From: Bob Badour <bbadour_at_pei.sympatico.ca>
Date: Sun, 22 Apr 2007 17:33:00 GMT
Message-ID: <g%MWh.26985$PV3.280233_at_ursa-nb00s0.nbnet.nb.ca>


paul c wrote:

> Bob Badour wrote:
>

>> ...
>> Consider base relations you would likely find familiar with an Invoice 
>> relation, an InvoiceItem relation, and a foreign key reference from 
>> InvoiceItem to Invoice.
>>
>> In the first case, consider application views that essentially mirror 
>> the base relations. If someone tries to delete an invoice while 
>> invoice items remain, the dbms will balk with an error due to the 
>> foreign key constraint.
>>
>> In a second case, consider an application view that groups the invoice 
>> items as an RVA of each invoice.
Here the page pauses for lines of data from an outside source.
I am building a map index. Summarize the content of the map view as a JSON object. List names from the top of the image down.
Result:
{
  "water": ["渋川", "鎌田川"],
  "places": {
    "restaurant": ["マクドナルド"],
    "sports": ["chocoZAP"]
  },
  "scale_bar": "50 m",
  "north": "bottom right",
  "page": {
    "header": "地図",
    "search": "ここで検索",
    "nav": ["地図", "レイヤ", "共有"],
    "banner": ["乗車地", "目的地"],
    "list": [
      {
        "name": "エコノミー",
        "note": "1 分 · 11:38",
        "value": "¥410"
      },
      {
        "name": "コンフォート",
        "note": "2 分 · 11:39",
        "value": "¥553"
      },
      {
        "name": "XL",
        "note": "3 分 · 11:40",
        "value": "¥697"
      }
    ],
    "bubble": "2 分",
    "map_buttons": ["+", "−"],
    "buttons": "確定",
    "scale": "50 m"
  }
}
If one deletes an invoice, one 
>> deletes the invoice items at the same time and the dbms will not balk.
>> ...

>
> (Haven't thought of a reply to the rest of the post yet but regarding
> the above, I must bring up a sidetrack even though I don't understand it
> - I believe some people say that you shouldn't delete from such a view,
> assuming it is defined by using join. I gather their reason is that
> there isn't just one set of changes to the base tables that will falsify
> the tuples in the view, eg., it would be enough to delete just the base
> invoice items and not the base invoices to make the view empty and they
> would like a logical reason for that decision compared to deleting from
> both base tables or vice-versa.)

I look at that and ask: Is the join theoretically updatable? And I answer with: "Yes, not only is it updatable but we have our choice of update strategies."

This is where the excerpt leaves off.